The Apple Pay mobile-payments service got only a few brief mentions in a nearly two-hour presentation Tuesday afternoon in which Apple Inc. executives introduced the latest versions of their 10-year-old iPhone and other new products. But what they did say could change payment security because the new iPhone X will use facial biometrics for buyer authentication.

What Apple calls Face ID will be a standard feature in the pricey new iPhone X models that start at $999 and will be available for pre-orders Oct. 27 and ship Nov. 3. As predicted, the phones lack a home button, but with Face ID will activate when the owner merely looks at the device for a second or two. The technology will work even if the user is in a darkened room, changes hair styles, dons a hat, puts on glasses, or grows a beard, according to Apple.

Apple senior vice president Phil Schiller demonstrates an Apple Pay transaction using the new iPhone X’s Face ID.

Face ID is integrated with the iPhone X’s near-field communication technology that enables the device to communicate with NFC-enabled point-of-sale terminals so users can pay with Apple Pay.

“To pay for things, you just double-tap the button on the side, you look at iPhone X to authenticate, and hold it near the payment terminal to pay,” Phil W. Schiller, senior vice president of worldwide marketing, said during the presentation.

The other two models Apple introduced—the iPhone 8 and larger iPhone 8 Plus, rely on Apple’s existing Touch ID fingerprint biometric technology for phone usage and Apple Pay authentication via the home button.

Face ID converts the iPhone X user’s facial image into data that are stored on the phone, not on a server, Schiller said. That means hackers won’t be able to steal masses of consumer-identifying information at once. The technology itself also is more secure than fingerprint IDs, according to Apple. Schiller said Face ID uses neural-network technology to absorb new information and presents a one in 1 million chance that a random person other than the legitimate user could unlock the phone, compared with a one in 50,000 chance with Touch ID.

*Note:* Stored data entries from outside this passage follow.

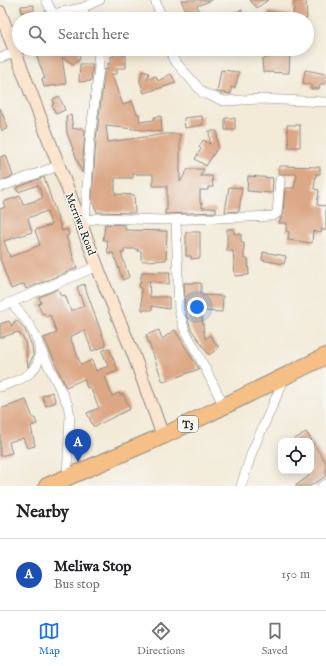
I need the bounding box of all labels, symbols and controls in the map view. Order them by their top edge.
search box [12,12,314,56]
icon: search [26,23,48,45]
text: Search here [58,25,129,44]
street label: Merriwa Road [62,191,98,258]
your location [187,297,207,317]
road number: T3 [178,416,198,432]
pin: A [65,429,91,462]
map controls [278,438,314,474]
button: locate [278,438,314,474]
text: Nearby [16,502,69,523]
text: Meliwa Stop [54,557,131,576]
text: A [25,566,33,583]
text: 150 m [281,566,310,583]
text: Bus stop [54,576,100,593]
tab: Map [38,620,60,658]
tab: Directions [137,620,185,658]
tab: Saved [262,620,288,658]

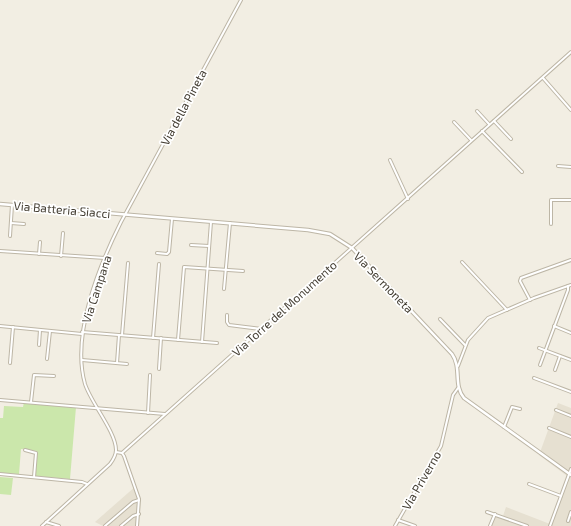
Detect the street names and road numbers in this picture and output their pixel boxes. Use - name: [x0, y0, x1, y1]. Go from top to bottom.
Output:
- street label: Via della Pineta: [157, 67, 209, 147]
- street label: Via Batteria Siacci: [13, 198, 111, 220]
- street label: Via Sermoneta: [351, 249, 417, 315]
- street label: Via Campana: [78, 253, 114, 325]
- street label: Via Torre del Monumento: [229, 257, 339, 359]
- street label: Via Priverno: [399, 448, 444, 512]

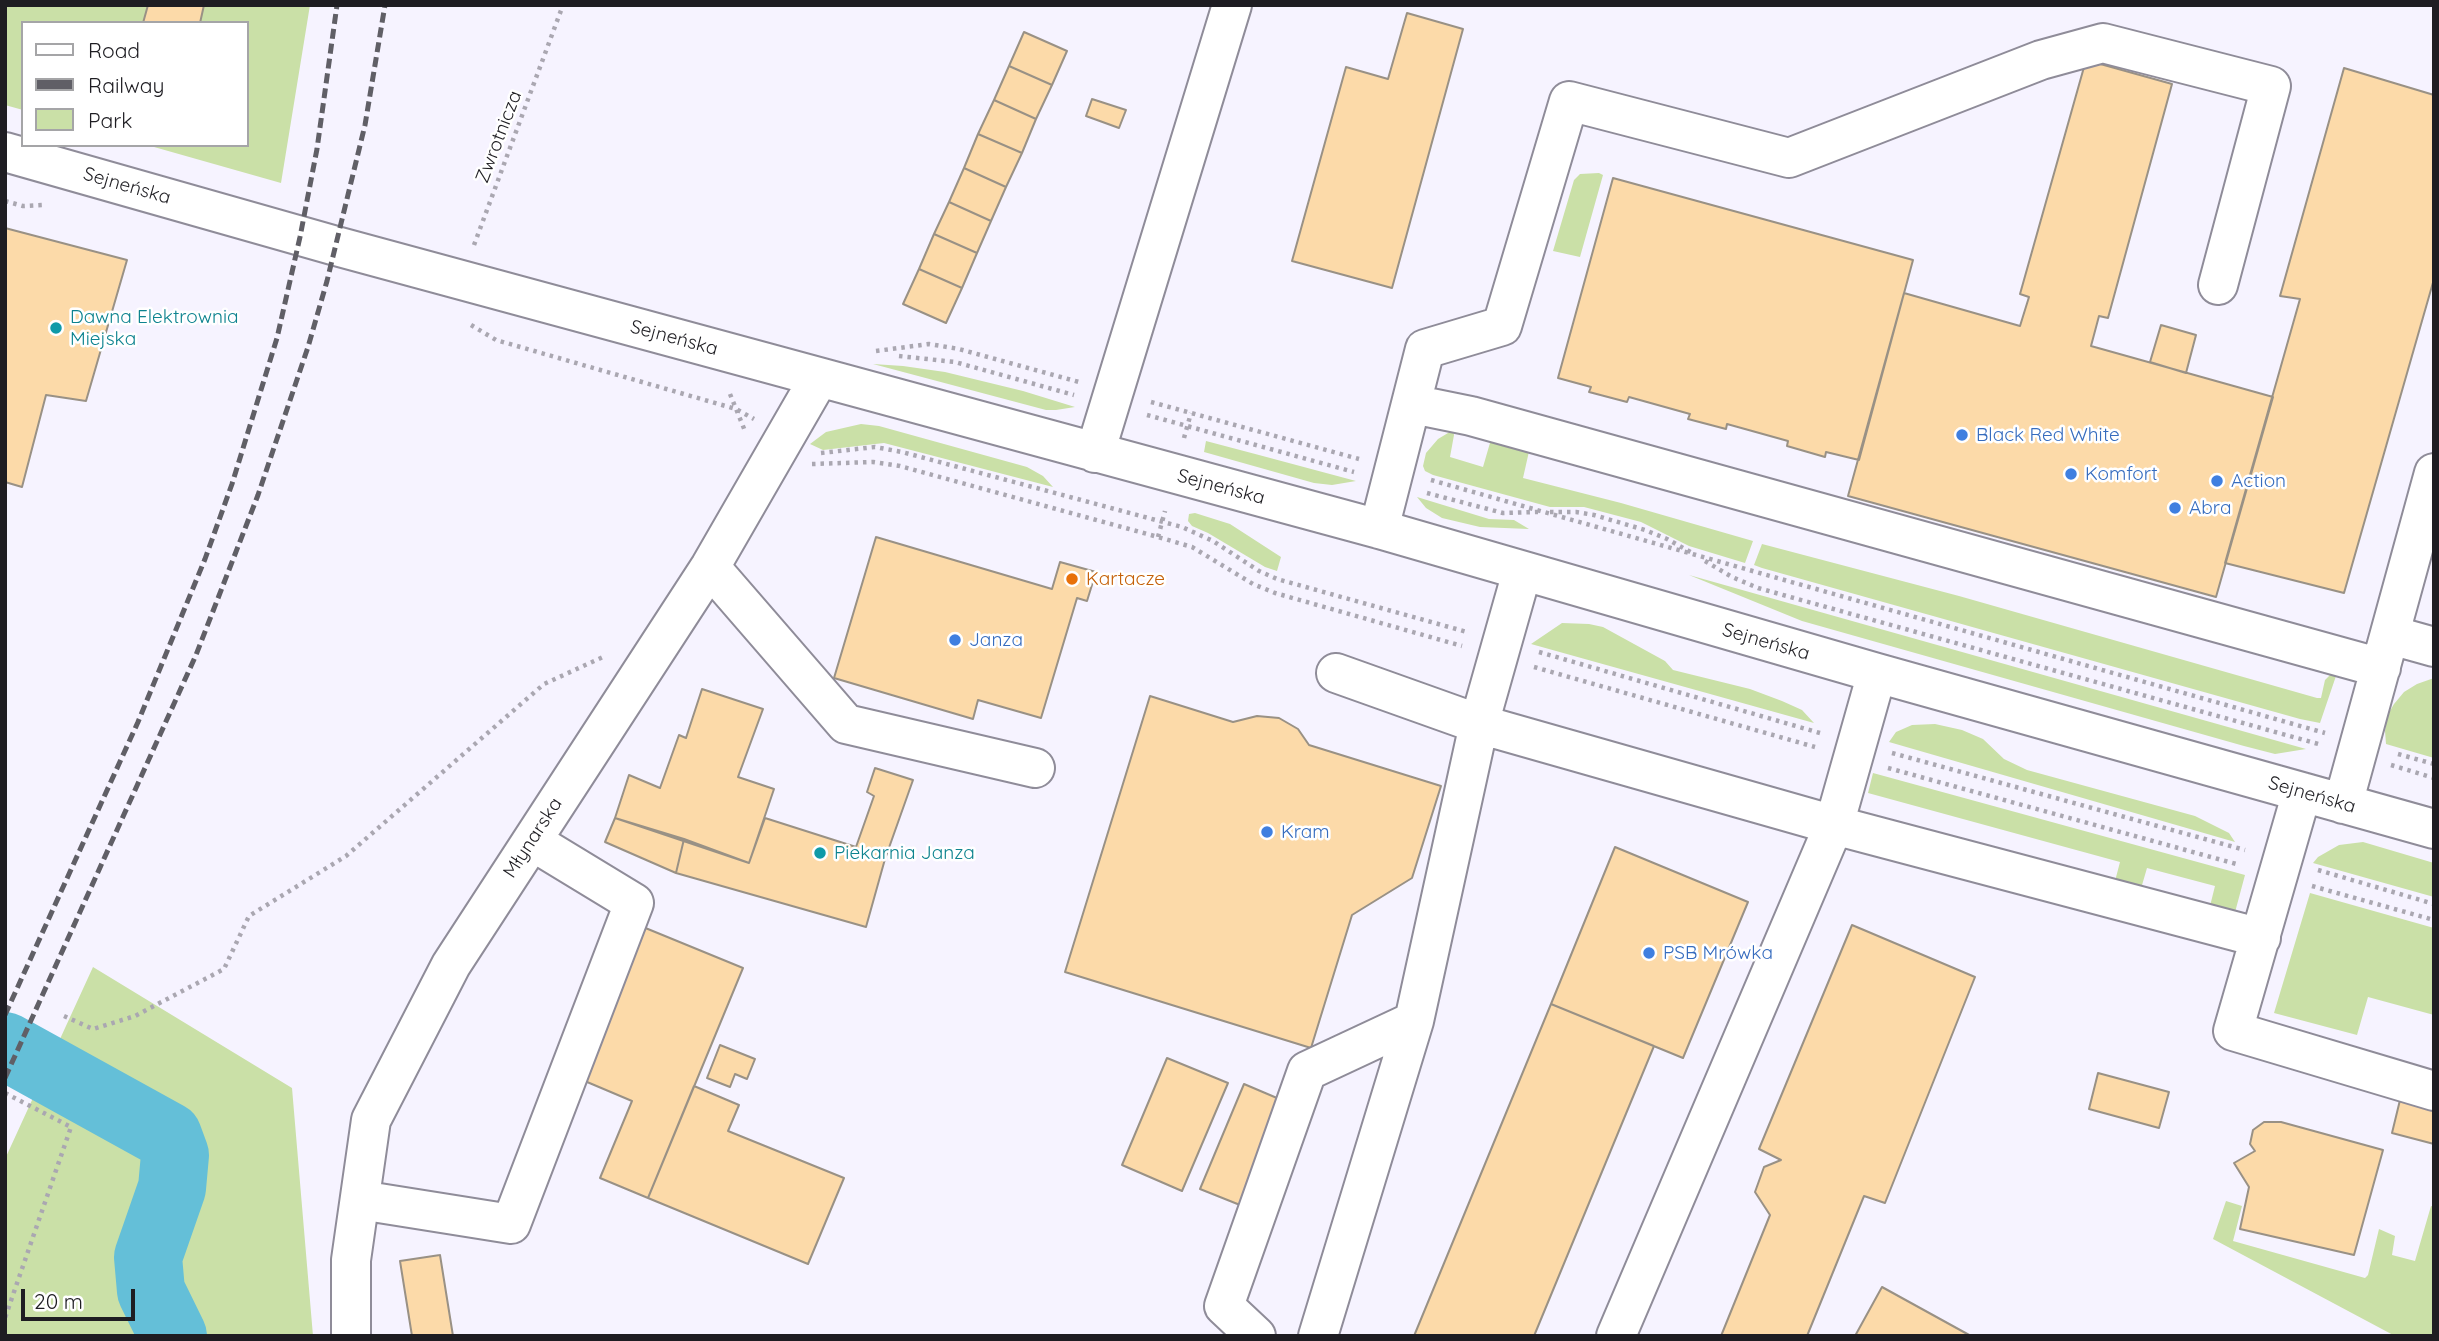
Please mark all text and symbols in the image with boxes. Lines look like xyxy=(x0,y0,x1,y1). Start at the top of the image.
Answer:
legend xyxy=(21,21,248,147)
text: Road xyxy=(88,37,140,63)
text: Railway xyxy=(88,72,164,98)
street label: Zwrotnicza xyxy=(471,88,527,186)
text: Park xyxy=(88,107,132,133)
street label: Sejneńska xyxy=(81,163,173,209)
place label: Dawna Elektrownia Miejska xyxy=(70,306,239,350)
street label: Sejneńska xyxy=(628,315,720,361)
marker: Dawna Elektrownia Miejska xyxy=(48,320,64,336)
place label: Black Red White xyxy=(1976,424,2120,446)
marker: Black Red White xyxy=(1954,427,1970,443)
place label: Komfort xyxy=(2085,463,2158,485)
street label: Sejneńska xyxy=(1175,464,1267,510)
marker: Komfort xyxy=(2063,466,2079,482)
place label: Action xyxy=(2231,470,2286,492)
marker: Action xyxy=(2209,473,2225,489)
place label: Abra xyxy=(2189,497,2231,519)
marker: Abra xyxy=(2167,500,2183,516)
place label: Kartacze xyxy=(1086,568,1165,590)
marker: Kartacze xyxy=(1064,571,1080,587)
street label: Sejneńska xyxy=(1720,619,1812,665)
place label: Janza xyxy=(969,629,1023,651)
marker: Janza xyxy=(947,632,963,648)
street label: Sejneńska xyxy=(2266,772,2358,818)
street label: Młynarska xyxy=(499,794,567,882)
place label: Kram xyxy=(1281,821,1330,843)
marker: Kram xyxy=(1259,824,1275,840)
place label: Piekarnia Janza xyxy=(834,842,975,864)
marker: Piekarnia Janza xyxy=(812,845,828,861)
place label: PSB Mrówka xyxy=(1663,942,1773,964)
marker: PSB Mrówka xyxy=(1641,945,1657,961)
scale bar xyxy=(24,1274,138,1318)
text: 20 m xyxy=(34,1288,83,1314)

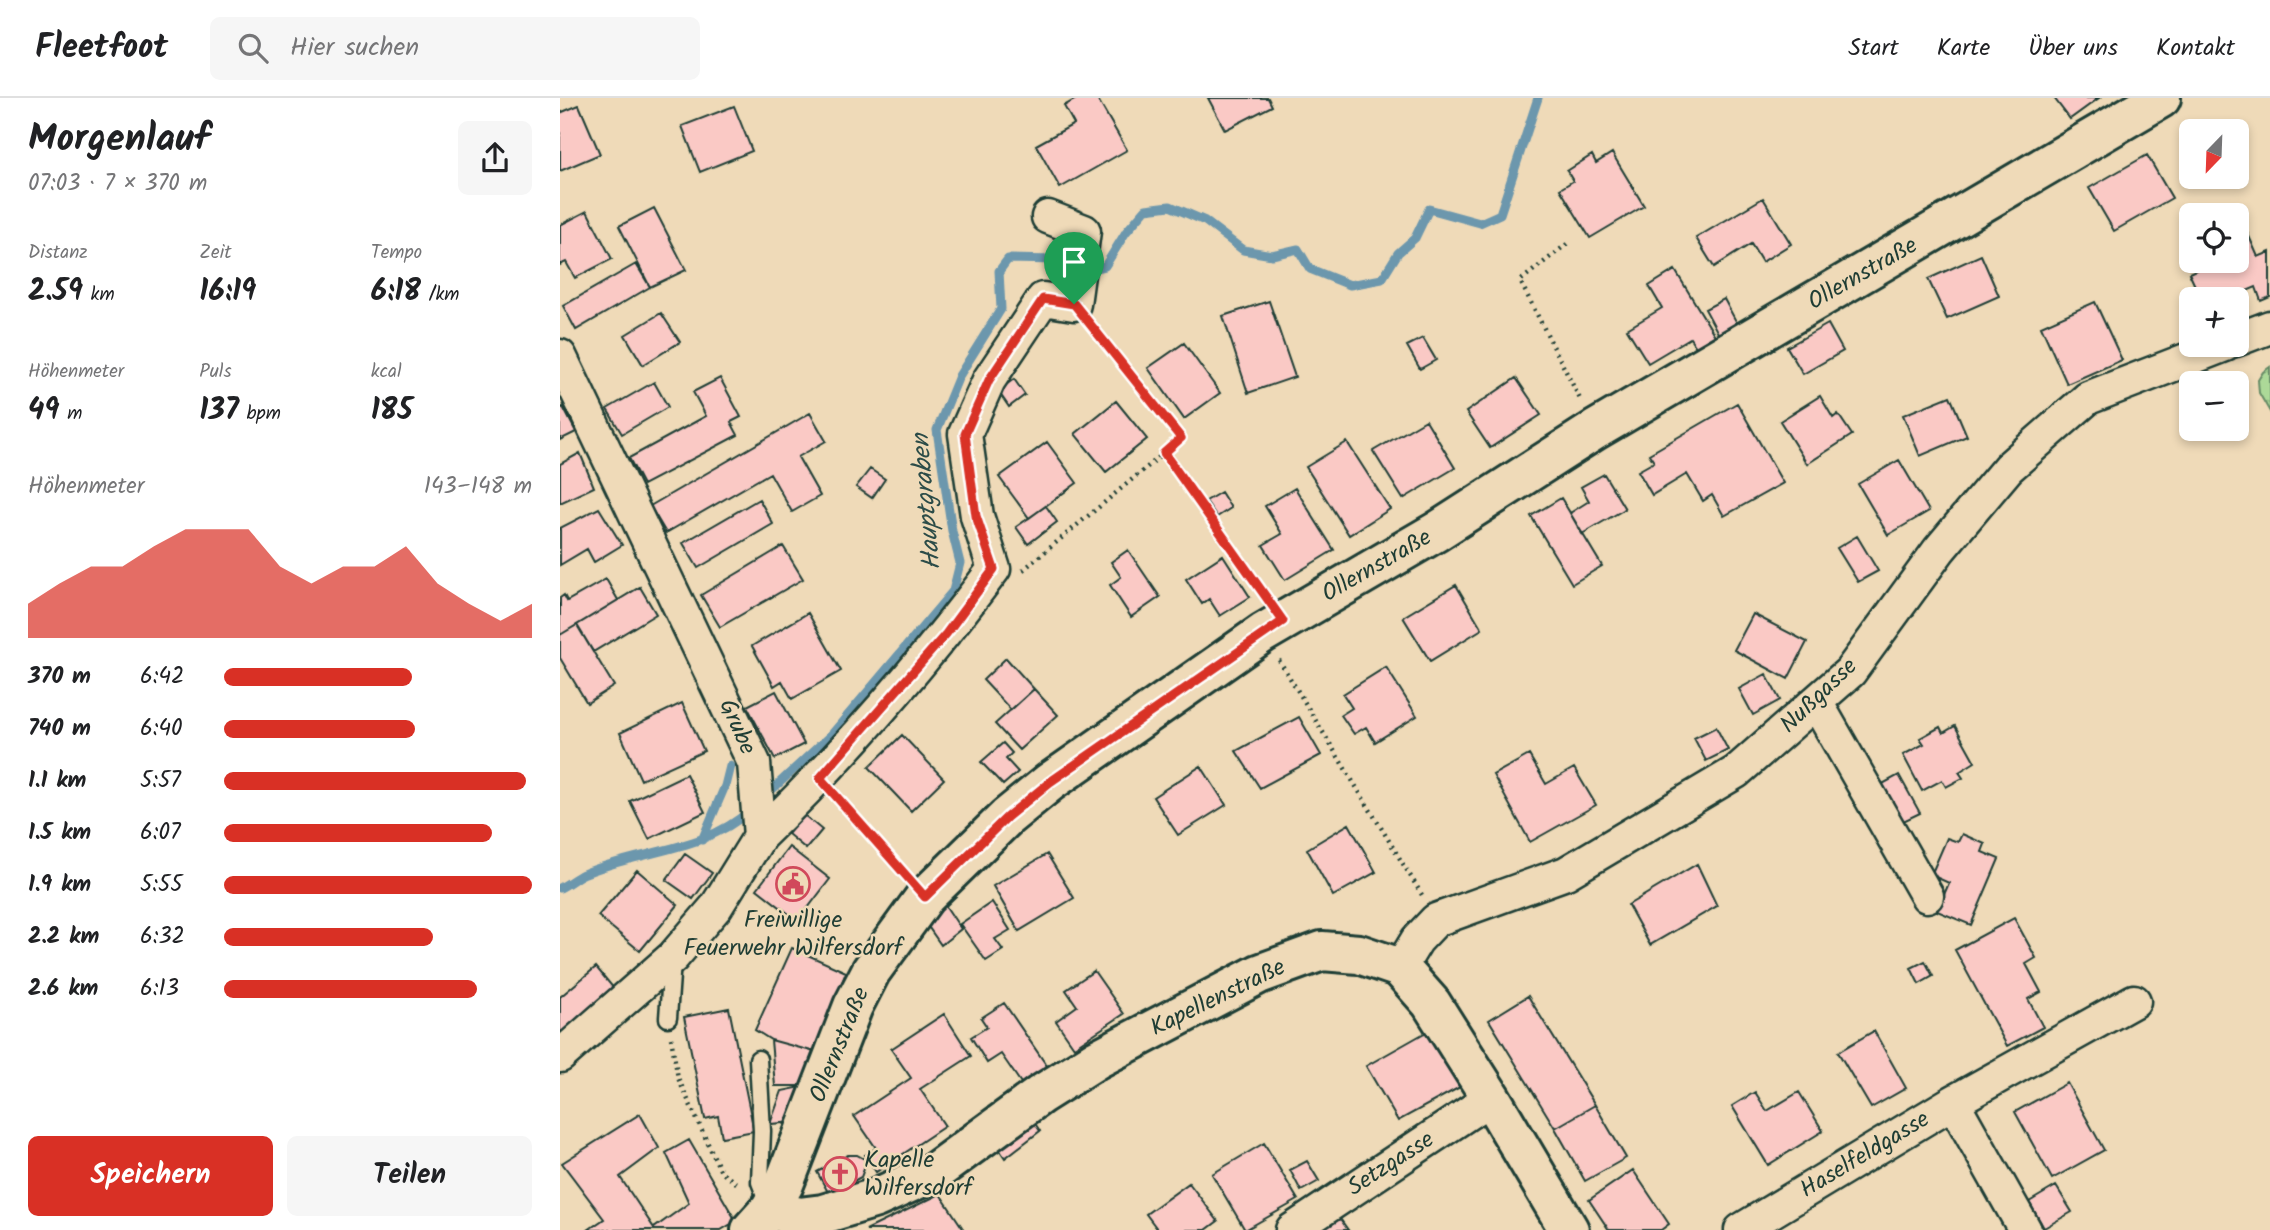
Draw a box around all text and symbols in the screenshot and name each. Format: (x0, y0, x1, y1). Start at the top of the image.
search box (210, 17, 700, 80)
text: Fleetfoot (35, 22, 168, 75)
text: Hier suchen (290, 27, 419, 69)
icon: search (234, 29, 272, 67)
text: Start (1848, 29, 1899, 68)
text: Karte (1937, 29, 1990, 68)
text: Über uns (2028, 29, 2118, 68)
text: Kontakt (2156, 29, 2235, 68)
text: Morgenlauf (28, 110, 210, 170)
north arrow (2179, 119, 2249, 189)
map controls (2179, 119, 2249, 441)
button: share (458, 121, 532, 195)
text: 07:03 · 7 × 370 m (28, 166, 207, 202)
button: locate (2179, 203, 2249, 273)
street label: Ollernstraße (1801, 227, 1926, 321)
pin (1044, 232, 1104, 304)
text: Distanz (28, 238, 88, 268)
text: Zeit (199, 238, 232, 268)
text: Tempo (371, 238, 422, 268)
icon: arrive (1055, 243, 1093, 281)
text: 2.59 (28, 268, 83, 316)
text: 16:19 (199, 268, 256, 316)
text: 6:18 (371, 268, 421, 316)
text: km (83, 280, 115, 310)
text: /km (421, 280, 459, 310)
button: + (2179, 287, 2249, 357)
text: Höhenmeter (28, 357, 124, 387)
text: Puls (199, 357, 232, 387)
text: kcal (371, 357, 402, 387)
button: − (2179, 371, 2249, 441)
text: 49 (28, 387, 60, 435)
text: 137 (199, 387, 239, 435)
text: 185 (371, 387, 413, 435)
text: m (60, 399, 82, 429)
text: bpm (239, 399, 281, 429)
water label: Hauptgraben (900, 430, 954, 572)
text: Höhenmeter (28, 469, 144, 505)
text: 143–148 m (424, 469, 532, 505)
street label: Ollernstraße (1315, 519, 1440, 613)
street label: Nußgasse (1771, 649, 1867, 743)
text: 370 m (28, 659, 91, 695)
text: 6:42 (140, 659, 184, 695)
street label: Grube (707, 693, 767, 761)
text: 740 m (28, 711, 91, 747)
text: 6:40 (140, 711, 183, 747)
text: 1.1 km (28, 763, 86, 799)
text: 5:57 (140, 763, 181, 799)
text: 1.5 km (28, 815, 91, 851)
text: 6:07 (140, 815, 181, 851)
public building icon: Freiwillige Feuerwehr Wilfersdorf (774, 865, 812, 903)
text: 1.9 km (28, 867, 91, 903)
text: 5:55 (140, 867, 183, 903)
place label: Freiwillige Feuerwehr Wilfersdorf (683, 901, 906, 968)
text: 2.2 km (28, 919, 99, 955)
text: 6:32 (140, 919, 185, 955)
street label: Kapellenstraße (1144, 948, 1293, 1048)
text: 2.6 km (28, 971, 98, 1007)
text: 6:13 (140, 971, 179, 1007)
street label: Ollernstraße (799, 981, 881, 1109)
street label: Haselfeldgasse (1792, 1101, 1938, 1209)
street label: Setzgasse (1340, 1121, 1443, 1207)
button: Speichern (28, 1136, 273, 1216)
button: Teilen (287, 1136, 532, 1216)
place label: Kapelle Wilfersdorf (864, 1141, 975, 1208)
church icon: Kapelle Wilfersdorf (821, 1155, 859, 1193)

Most payment-linked biometric systems so far have relied on fingerprint authentication, which is easy for consumers to enroll in and use. Payments experts already are debating the future effects of Apple’s placement of facial biometrics at center stage.

“The addition of facial recognition to iPhone X will propel biometric authentication and eclipse fingerprint recognition,” Richard K. Crone, principal of Crone Consulting LLC in San Carlos, Calif., says by email. “In three to five years … facial recognition will account for more than half of all mobile logins, account validations, and authorizations for mobile financial services and mobile payments.”

Crone predicts facial recognition will grab market share as more players find new uses for the technology beyond just security. He notes that the platform that includes the iPhone X’s camera supports not just Face ID, but also Apple’s new animated emojis. Personalized emojis could enhance social-payment systems such as PayPal Holdings Inc.’s Venmo, according to Crone.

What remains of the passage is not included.